**Action item**
Check every line of the data below for "sans". Copy each one that has it.

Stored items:
====

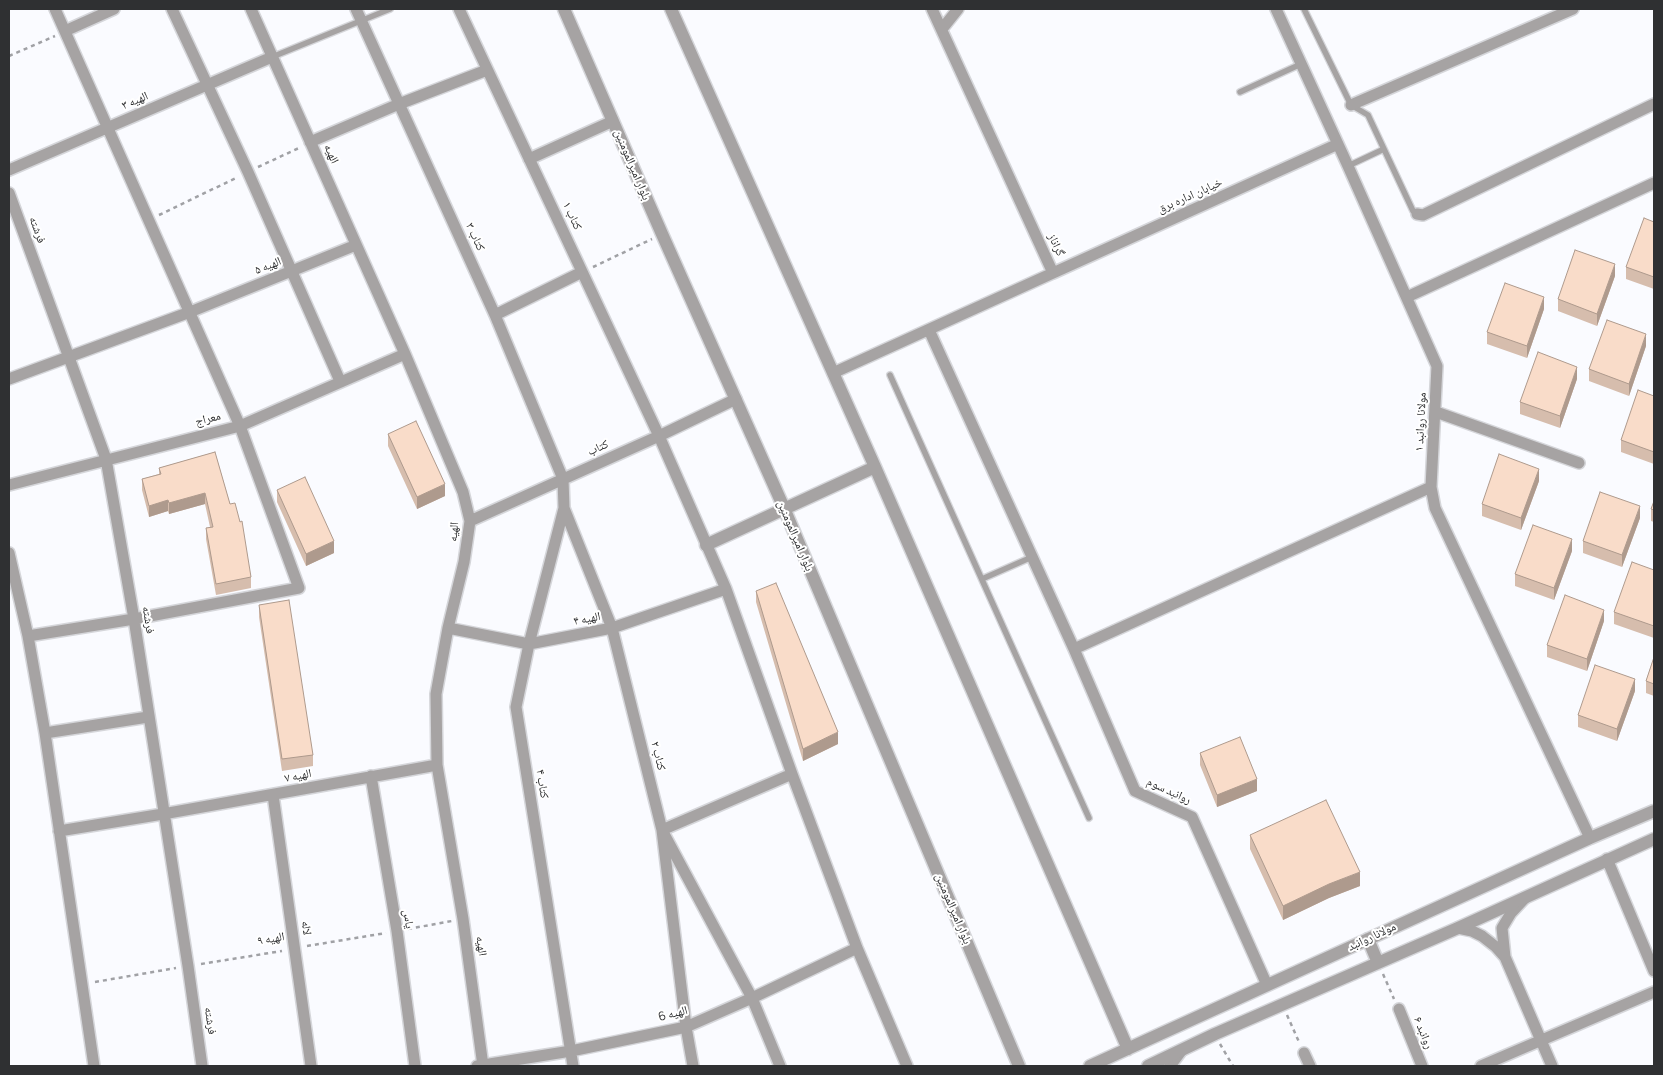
<!DOCTYPE html>
<meta charset="utf-8">
<style>
body{margin:0}
#map{position:relative;width:1663px;height:1075px;overflow:hidden;background:#fafbff;font-family:Manrope,sans-serif}
canvas{display:block}
.frame{position:absolute;inset:0;border:10px solid #2f3032;pointer-events:none}
</style>
<div id="map">
<canvas width="1663" height="1075"></canvas>
<div class="frame"></div>
</div>
<script>
const g = document.querySelector('canvas').getContext('2d');
g.lineJoin = 'round';
const toPath = rows => new Path2D(rows.map(r => 'M' + r).join(''));
function trace(path, color, width, dash) { g.strokeStyle = color; g.lineWidth = width; g.lineCap = dash ? 'butt' : 'round'; g.setLineDash(dash || []); g.stroke(path); }
function fill(path, color) { g.fillStyle = color; g.fill(path, 'evenodd'); }
function write(font, color, halo, rows, align = 'center') {
  g.font = font + ' Manrope,"Noto Naskh Arabic",sans-serif'; g.lineWidth = 4; g.setLineDash([]); g.textBaseline = 'middle'; g.strokeStyle = halo; g.fillStyle = color; for (const [text, x, y, turn = 0] of rows) {
    g.save(); g.translate(x, y); g.rotate((+turn || 0) * Math.PI / 180); g.textAlign = isNaN(turn) ? turn : align; if (halo) g.strokeText(text, 0, 0); g.fillText(text, 0, 0); g.restore();
  }
}
const path = toPath([
 [9,56,55,36],
 [258,167,299,148],
 [159,215,238,177],
 [593,267,652,239],
 [408,929,452,921],
 [307,946,386,933],
 [201,964,282,951],
 [1383,974,1394,999],
 [95,982,176,968],
 [1287,1015,1299,1042],
 [1220,1044,1233,1066]
]);
const service = toPath([
 [1304,9,1351,105,1368,115,1413,211,1417,214],
 [272,57,390,9],
 [1240,92,1301,64],
 [1348,166,1384,149],
 [890,375,1089,818],
 [982,579,1032,557]
]);
const minor = toPath([
 [172,9,248,172,340,381],
 [251,9,405,354,463,492,470,521,464,562,448,628,436,694,437,765,463,919,483,1066],
 [356,9,495,315,563,479,564,508,529,644,516,707,573,1066],
 [459,9,659,436,726,589,792,774,857,948,907,1066],
 [1276,9,1348,166,1437,366,1431,487,1435,508,1590,838],
 [942,29,958,9],
 [65,31,114,9],
 [1351,105,1573,9],
 [310,142,399,104,487,70],
 [529,159,613,121],
 [9,170,272,57],
 [9,193,106,459,134,619,188,966,202,1066],
 [1417,214,1423,215,1654,104],
 [1053,273,1338,144],
 [1407,297,1654,183],
 [495,315,582,272],
 [929,330,1074,649,1135,791,1192,817,1267,985],
 [833,373,1053,273,932,9],
 [9,379,190,312,356,245],
 [1436,412,1579,463],
 [9,485,240,426,405,354],
 [564,508,612,628,662,830,752,998,780,1066],
 [470,521,659,436,736,399],
 [9,553,28,636,45,733,94,1066],
 [448,628,529,644,612,628,726,589],
 [28,636,134,619,299,588,240,426,55,9],
 [1074,649,1431,487],
 [45,733,148,717],
 [371,776,397,931,415,1066],
 [273,795,311,1066],
 [59,831,163,814,437,765],
 [1607,859,1654,971],
 [1525,898,1511,913,1502,928,1505,957,1552,1066],
 [1458,928,1472,931,1482,936,1496,947,1505,957],
 [1399,1009,1422,1066],
 [1304,1053,1310,1066],
 [477,1066,571,1051,686,1027,752,998,857,948],
 [693,1066,686,1027,662,830,792,774],
 [1170,1066,1182,1050],
 [1481,1066,1654,992]
]);
const tertiary = toPath([
 [564,9,662,234,784,508,1019,1066],
 [671,9,875,467,1128,1049],
 [706,545,875,467],
 [1368,939,1378,963],
 [1090,1066,1590,838,1654,811],
 [1148,1066,1215,1034,1458,928,1654,839]
]);
const wall = toPath([
 [1654,222,1654,289,1626,279,1626,267],
 [1615,276,1597,326,1558,311,1558,299],
 [1544,309,1527,358,1487,344,1487,332],
 [1646,346,1629,396,1589,381,1589,369],
 [1577,379,1560,428,1520,414,1520,402],
 [1654,396,1654,464,1621,452,1621,440],
 [388,434,445,496,417,509,388,446],
 [215,452,251,577,251,588,216,595,206,539,206,528,210,527,205,504,169,514,168,511,149,517,142,490,142,479,159,474,159,468],
 [1539,481,1521,530,1482,516,1482,504],
 [277,490,334,553,306,566,277,502],
 [1654,501,1654,522,1651,521,1651,509],
 [1640,518,1622,567,1583,553,1583,541],
 [1572,551,1554,600,1515,586,1515,574],
 [1654,570,1654,638,1614,624,1614,612],
 [756,591,838,744,803,761,756,602],
 [259,605,313,755,313,766,282,771,259,617],
 [1604,621,1587,671,1547,657,1547,645],
 [1654,657,1654,696,1646,693,1646,681],
 [1635,691,1617,741,1578,727,1578,715],
 [1200,753,1257,791,1217,807,1200,765],
 [1250,835,1360,886,1329,898,1283,920,1250,849]
]);
const shadedWall = toPath([
 [1615,264,1615,276,1597,326,1597,314],
 [1544,297,1544,309,1527,358,1527,346],
 [1646,334,1646,346,1629,396,1629,384],
 [1577,367,1577,379,1560,428,1560,416],
 [1539,469,1539,481,1521,530,1521,518],
 [445,484,445,496,417,509,417,497],
 [205,493,205,504,169,514,169,503],
 [168,500,168,511,149,517,149,506],
 [1640,506,1640,518,1622,567,1622,555],
 [1572,539,1572,551,1554,600,1554,588],
 [334,541,334,553,306,566,306,554],
 [1604,610,1604,621,1587,671,1587,659],
 [1635,679,1635,691,1617,741,1617,729],
 [838,732,838,744,803,761,803,749],
 [1257,779,1257,791,1217,807,1217,795],
 [1360,872,1360,886,1329,898,1283,920,1283,906,1329,884]
]);
const building = toPath([
 [1644,218,1654,222,1654,277,1626,267,1644,218],
 [1575,250,1615,264,1597,314,1558,299,1575,250],
 [1505,283,1544,297,1527,346,1487,332,1505,283],
 [1607,320,1646,334,1629,384,1589,369,1607,320],
 [1538,352,1577,367,1560,416,1520,402,1538,352],
 [1638,390,1654,396,1654,452,1621,440,1638,390],
 [416,421,445,484,417,497,388,434,416,421],
 [215,452,230,504,235,503,240,522,242,521,251,577,216,584,206,528,213,527,205,493,169,503,168,500,149,506,142,479,161,474,159,468,215,452],
 [1499,454,1539,469,1521,518,1482,504,1499,454],
 [305,477,334,541,306,554,277,490,305,477],
 [1600,492,1640,506,1622,555,1583,541,1600,492],
 [1654,501,1654,510,1651,509,1654,501],
 [1533,525,1572,539,1554,588,1515,574,1533,525],
 [1632,562,1654,570,1654,626,1614,612,1632,562],
 [776,583,838,732,803,749,756,591,776,583],
 [1565,595,1604,610,1587,659,1547,645,1565,595],
 [289,600,313,755,282,759,259,605,289,600],
 [1654,657,1654,684,1646,681,1654,657],
 [1595,665,1635,679,1617,729,1578,715,1595,665],
 [1240,737,1257,779,1217,795,1200,753,1240,737],
 [1326,800,1360,872,1329,884,1283,906,1250,835,1326,800]
]);
const streetNames = [
 ["الهیه ۳",135,101,-23],
 ["الهیه",331,154,66],
 ["بلوار امیرالمومنین",632,165,67],
 ["خیابان اداره برق",1190,196,-24],
 ["کتاب ۱",572,216,65],
 ["فرشته",37,230,70],
 ["کتاب ۳",475,237,65],
 ["گراناز",1056,245,65],
 ["الهیه ۵",268,266,-22],
 ["معراج",208,419,-14],
 ["مولانا روانبد ۱",1421,422,-87],
 ["کتاب",598,448,-24],
 ["الهیه",454,532,-85],
 ["بلوار امیرالمومنین",795,536,67],
 ["الهیه ۴",587,619,-11],
 ["فرشته",148,620,81],
 ["کتاب ۲",658,756,76],
 ["الهیه ۷",298,776,-11],
 ["کتاب ۴",542,784,81],
 ["روانبد سوم",1169,791,25],
 ["بلوار امیرالمومنین",953,909,67],
 ["یاس",408,919,81],
 ["لاله",306,928,82],
 ["مولانا روانبد",1372,937,-25],
 ["الهیه ۹",271,939,-10],
 ["الهیه",481,946,82],
 ["الهیه 6",673,1014,-15],
 ["فرشته",210,1021,82],
 ["روانبد ۶",1423,1033,68]
];
trace(service, '#d5d6da', 8);
trace(minor, '#d5d6da', 14);
trace(tertiary, '#d5d6da', 15);
trace(path, '#a0a1a5', 2.5, [4, 4]);
trace(service, '#a6a3a3', 5.5);
trace(minor, '#a6a3a3', 11);
trace(tertiary, '#a6a3a3', 12);
fill(wall, '#d6bdad');
fill(shadedWall, '#ae9a8d');
fill(building, '#f9dcc9');
trace(building, '#ae9a8d', 1);
write('12px', '#2f3032', '#fff', streetNames);
</script>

====

**Response to this exercise**
#map{position:relative;width:1663px;height:1075px;overflow:hidden;background:#fafbff;font-family:Manrope,sans-serif}
  g.font = font + ' Manrope,"Noto Naskh Arabic",sans-serif'; g.lineWidth = 4; g.setLineDash([]); g.textBaseline = 'middle'; g.strokeStyle = halo; g.fillStyle = color; for (const [text, x, y, turn = 0] of rows) {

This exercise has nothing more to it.